Problem requirements: Take the material below and output exactly the run of lines from the one containing "ctx.lineJoin = 'round';" down to the one containing "M 884,2 L 1378,2", with both included.

++++++++

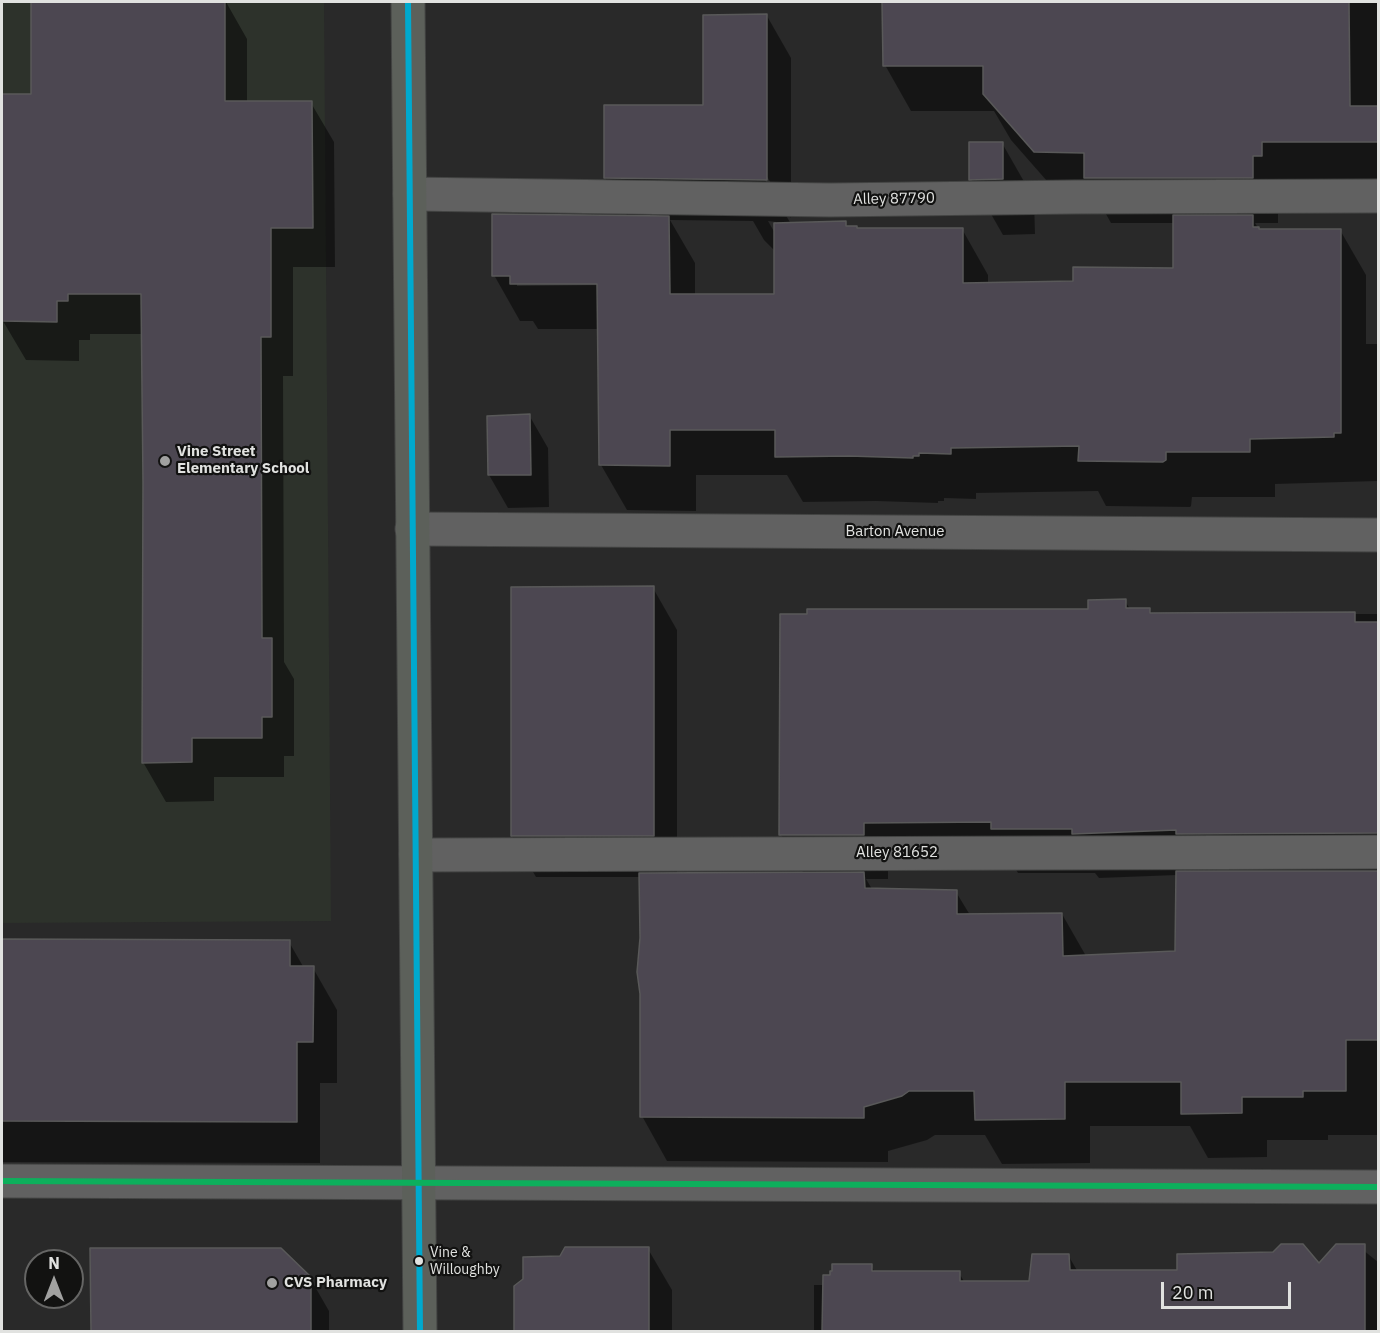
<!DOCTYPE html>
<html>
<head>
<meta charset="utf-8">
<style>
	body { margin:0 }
	#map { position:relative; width:1380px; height:1333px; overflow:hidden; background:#292929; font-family:"IBM Plex Sans",sans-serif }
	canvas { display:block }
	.frame { position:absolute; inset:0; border:3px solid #e1e2e0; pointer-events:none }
	.north { position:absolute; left:24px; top:1249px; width:60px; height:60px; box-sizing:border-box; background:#121211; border:2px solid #656564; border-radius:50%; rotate:0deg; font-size:16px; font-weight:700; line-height:24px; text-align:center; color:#e1e2e0 }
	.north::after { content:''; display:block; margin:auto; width:21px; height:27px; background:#a1a1a0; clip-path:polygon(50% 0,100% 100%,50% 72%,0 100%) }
	.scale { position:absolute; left:1161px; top:1282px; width:130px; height:27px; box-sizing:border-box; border:3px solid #e1e2e0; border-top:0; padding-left:8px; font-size:18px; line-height:21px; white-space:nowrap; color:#e1e2e0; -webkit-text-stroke:4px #121211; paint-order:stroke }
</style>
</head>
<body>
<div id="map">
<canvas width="1380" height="1333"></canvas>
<div class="frame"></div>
<div class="north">N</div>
<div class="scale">20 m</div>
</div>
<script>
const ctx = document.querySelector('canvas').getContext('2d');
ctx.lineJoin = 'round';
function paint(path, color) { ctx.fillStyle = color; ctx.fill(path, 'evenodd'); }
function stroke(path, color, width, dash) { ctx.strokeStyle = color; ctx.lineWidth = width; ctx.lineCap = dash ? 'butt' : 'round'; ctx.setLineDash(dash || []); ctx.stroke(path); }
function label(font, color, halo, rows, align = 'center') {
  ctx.font = font + ' "IBM Plex Sans",sans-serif'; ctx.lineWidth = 4.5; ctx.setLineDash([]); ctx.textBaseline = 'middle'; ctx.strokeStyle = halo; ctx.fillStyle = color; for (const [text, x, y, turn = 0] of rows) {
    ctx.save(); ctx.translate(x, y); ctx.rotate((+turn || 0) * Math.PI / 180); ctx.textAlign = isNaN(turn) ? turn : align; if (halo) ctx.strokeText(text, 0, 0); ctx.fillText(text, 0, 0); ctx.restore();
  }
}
const built = new Path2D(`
	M 2,2 L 324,2 L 331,921 L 2,923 Z`);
const shadow = new Path2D(`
	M 32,2 L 226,2 L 247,39 L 247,103 L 311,103 L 334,142 L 335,267 L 293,267 L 293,376 L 283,376 L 284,662 L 294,679 L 294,756 L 284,756 L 284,777 L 214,777 L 214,801 L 166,802 L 143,762 L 143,334 L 90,334 L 90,340 L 79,340 L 79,361 L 26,360 L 3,321 L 2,95 L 32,95 Z
	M 884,2 L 1378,2 L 1378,187 L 1278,201 L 1278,223 L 1255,223 L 1260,231 L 1340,230 L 1366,275 L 1366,344 L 1378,344 L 1378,481 L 1275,484 L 1275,497 L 1192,497 L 1191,506 L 1190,507 L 1106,506 L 1098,491 L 976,493 L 976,499 L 944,498 L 944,501 L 938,501 L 938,503 L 876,501 L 803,502 L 787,475 L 696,475 L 696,511 L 627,510 L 601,465 L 599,329 L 538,329 L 533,321 L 520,321 L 494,275 L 628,217 L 605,178 L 705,106 L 767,16 L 791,58 L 791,218 L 765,173 L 762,175 L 791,224 L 845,223 L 847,227 L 858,229 L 962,229 L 988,275 L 988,284 L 1074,283 L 1174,269 L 1174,223 L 1111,223 L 1097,198 L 1061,197 L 1011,140 L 994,111 L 911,111 L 885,65 ZM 670,220 L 753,221 L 764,240 L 776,252 L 776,296 L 695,296 L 695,263 ZM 768,221 L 776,222 L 776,235 ZM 605,282 L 605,285 L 517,286 L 517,283 Z
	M 1002,143 L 1034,199 L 1035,234 L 1003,235 L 971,179 Z
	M 529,415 L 548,448 L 549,507 L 508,508 L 489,475 L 489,417 Z
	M 653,588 L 677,630 L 677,874 L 804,874 L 781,835 L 1089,610 L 1125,601 L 1130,609 L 1150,609 L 1152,614 L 1378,614 L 1378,1135 L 1328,1135 L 1328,1140 L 1267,1140 L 1267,1157 L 1208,1158 L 1190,1126 L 1090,1126 L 1090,1163 L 1002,1164 L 985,1135 L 935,1135 L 927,1140 L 888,1151 L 888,1162 L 667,1161 L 642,1116 L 641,877 L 536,877 L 512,836 ZM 1014,866 L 1018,873 L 1095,873 L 1099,878 L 1177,875 L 1176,953 L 1086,956 L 1062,914 L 970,915 L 956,892 L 872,889 L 866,879 L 888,879 L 888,867 Z
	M 2,941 L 289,942 L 304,968 L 313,968 L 337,1010 L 337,1083 L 320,1083 L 320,1163 L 2,1162 Z
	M 1358,1246 L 1378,1262 L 1378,1332 L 814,1332 L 814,1285 L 824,1285 L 832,1276 L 871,1265 L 875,1273 L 959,1273 L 965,1283 L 1031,1283 L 1068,1255 L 1078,1272 L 1179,1272 L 1319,1265 Z
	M 648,1249 L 672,1290 L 672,1332 L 516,1332 L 561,1257 Z
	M 310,1278 L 329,1311 L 329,1332 L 92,1332 Z`);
const building = new Path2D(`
	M 31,2 L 225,2 L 225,101 L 312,101 L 313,228 L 271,228 L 271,337 L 261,337 L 262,638 L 272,638 L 272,717 L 262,717 L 262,738 L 192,738 L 192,762 L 142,763 L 143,483 L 141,294 L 68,294 L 68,301 L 57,301 L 57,322 L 2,321 L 2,94 L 31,94 Z
	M 882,2 L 1349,2 L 1350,106 L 1378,106 L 1378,142 L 1262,142 L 1262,156 L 1253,156 L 1253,178 L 1084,178 L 1084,153 L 1034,152 L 983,94 L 983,66 L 883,66 Z
	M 767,14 L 767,180 L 604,178 L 604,105 L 703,105 L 703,15 Z
	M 969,142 L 1003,142 L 1003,179 L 969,180 Z
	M 492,214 L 669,216 L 670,294 L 774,294 L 774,223 L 846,221 L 846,226 L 857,226 L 857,228 L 963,228 L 963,283 L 1073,281 L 1073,267 L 1173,268 L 1173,215 L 1253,215 L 1253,227 L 1259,227 L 1259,229 L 1341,229 L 1341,433 L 1334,433 L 1334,437 L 1250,439 L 1250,452 L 1166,452 L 1166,460 L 1163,462 L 1078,461 L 1079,446 L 951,448 L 951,454 L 919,453 L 919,456 L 913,456 L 913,458 L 849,456 L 775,457 L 775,430 L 670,430 L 670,466 L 599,465 L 597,284 L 510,284 L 510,276 L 492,276 Z
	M 530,414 L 531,475 L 488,475 L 487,416 Z
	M 654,586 L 654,836 L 511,836 L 511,587 Z
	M 1126,599 L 1126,608 L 1150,608 L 1150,613 L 1355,612 L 1355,622 L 1378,622 L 1378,833 L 1176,834 L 1176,830 L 1072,834 L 1072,829 L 991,829 L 991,822 L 864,823 L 864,835 L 779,835 L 780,614 L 807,614 L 807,609 L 1088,609 L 1088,600 Z
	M 1176,871 L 1378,871 L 1378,1040 L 1346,1040 L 1346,1091 L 1303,1091 L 1303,1097 L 1242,1097 L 1242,1113 L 1181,1114 L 1181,1082 L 1065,1082 L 1065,1119 L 975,1120 L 974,1091 L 909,1091 L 902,1096 L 864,1107 L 864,1118 L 640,1117 L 640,994 L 637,972 L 640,938 L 639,873 L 864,872 L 865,888 L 957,890 L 957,914 L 1062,913 L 1063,956 L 1175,951 Z
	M 2,939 L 290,940 L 290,966 L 314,966 L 313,1042 L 297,1042 L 297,1122 L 2,1121 Z
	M 1281,1244 L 1303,1244 L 1319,1263 L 1336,1244 L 1365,1244 L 1365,1332 L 822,1332 L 823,1275 L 830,1275 L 830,1271 L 832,1271 L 832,1264 L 872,1264 L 872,1271 L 960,1271 L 960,1281 L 1029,1281 L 1032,1254 L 1069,1254 L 1070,1270 L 1177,1270 L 1177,1254 L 1273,1252 Z
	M 565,1247 L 649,1247 L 649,1332 L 514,1332 L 514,1286 L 523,1279 L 523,1257 L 560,1256 Z
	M 90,1248 L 281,1248 L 311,1277 L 311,1332 L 91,1332 Z`);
const minor = new Path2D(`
	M 410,194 L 830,200 L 1075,197 L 1378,196
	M 412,529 L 1378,535
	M 416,855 L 1378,852
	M 2,1181 L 1378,1187`);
const major = new Path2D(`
	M 408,2 L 420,1332`);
const bus1 = new Path2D(`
	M 408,2 L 420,1332`);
const bus2 = new Path2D(`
	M 2,1181 L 1378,1187`);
const markers = [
	[165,461,6,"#a1a1a0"],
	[419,1261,5,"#e1e2e0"],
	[272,1283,6,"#a1a1a0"]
];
const busNames = [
	["Vine &",430,1253],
	["Willoughby",430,1270]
];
const streetNames = [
	["Alley 87790",894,199,-1],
	["Barton Avenue",895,532],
	["Alley 81652",897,853]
];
const poiNames = [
	["Vine Street",177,452],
	["Elementary School",177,469],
	["CVS Pharmacy",284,1283]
];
paint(built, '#2d322b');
paint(shadow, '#0007');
paint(building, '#4c4751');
stroke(building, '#595959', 1.5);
stroke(minor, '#434443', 35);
stroke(major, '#434443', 35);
stroke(minor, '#616161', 33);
stroke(major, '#5c605a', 33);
stroke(bus1, '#00a9ce', 6);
stroke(bus2, '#0daf5c', 6);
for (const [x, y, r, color] of markers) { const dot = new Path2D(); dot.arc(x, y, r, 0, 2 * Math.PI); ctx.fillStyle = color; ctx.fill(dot); stroke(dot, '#121211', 2); }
label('14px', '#e1e2e0', '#121211', busNames, 'left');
label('15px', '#e1e2e0', '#121211', streetNames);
label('bold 15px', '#e1e2e0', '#121211', poiNames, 'left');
</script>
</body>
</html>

++++++++

Answer to this problem:
ctx.lineJoin = 'round';
function paint(path, color) { ctx.fillStyle = color; ctx.fill(path, 'evenodd'); }
function stroke(path, color, width, dash) { ctx.strokeStyle = color; ctx.lineWidth = width; ctx.lineCap = dash ? 'butt' : 'round'; ctx.setLineDash(dash || []); ctx.stroke(path); }
function label(font, color, halo, rows, align = 'center') {
  ctx.font = font + ' "IBM Plex Sans",sans-serif'; ctx.lineWidth = 4.5; ctx.setLineDash([]); ctx.textBaseline = 'middle'; ctx.strokeStyle = halo; ctx.fillStyle = color; for (const [text, x, y, turn = 0] of rows) {
    ctx.save(); ctx.translate(x, y); ctx.rotate((+turn || 0) * Math.PI / 180); ctx.textAlign = isNaN(turn) ? turn : align; if (halo) ctx.strokeText(text, 0, 0); ctx.fillText(text, 0, 0); ctx.restore();
  }
}
const built = new Path2D(`
	M 2,2 L 324,2 L 331,921 L 2,923 Z`);
const shadow = new Path2D(`
	M 32,2 L 226,2 L 247,39 L 247,103 L 311,103 L 334,142 L 335,267 L 293,267 L 293,376 L 283,376 L 284,662 L 294,679 L 294,756 L 284,756 L 284,777 L 214,777 L 214,801 L 166,802 L 143,762 L 143,334 L 90,334 L 90,340 L 79,340 L 79,361 L 26,360 L 3,321 L 2,95 L 32,95 Z
	M 884,2 L 1378,2 L 1378,187 L 1278,201 L 1278,223 L 1255,223 L 1260,231 L 1340,230 L 1366,275 L 1366,344 L 1378,344 L 1378,481 L 1275,484 L 1275,497 L 1192,497 L 1191,506 L 1190,507 L 1106,506 L 1098,491 L 976,493 L 976,499 L 944,498 L 944,501 L 938,501 L 938,503 L 876,501 L 803,502 L 787,475 L 696,475 L 696,511 L 627,510 L 601,465 L 599,329 L 538,329 L 533,321 L 520,321 L 494,275 L 628,217 L 605,178 L 705,106 L 767,16 L 791,58 L 791,218 L 765,173 L 762,175 L 791,224 L 845,223 L 847,227 L 858,229 L 962,229 L 988,275 L 988,284 L 1074,283 L 1174,269 L 1174,223 L 1111,223 L 1097,198 L 1061,197 L 1011,140 L 994,111 L 911,111 L 885,65 ZM 670,220 L 753,221 L 764,240 L 776,252 L 776,296 L 695,296 L 695,263 ZM 768,221 L 776,222 L 776,235 ZM 605,282 L 605,285 L 517,286 L 517,283 Z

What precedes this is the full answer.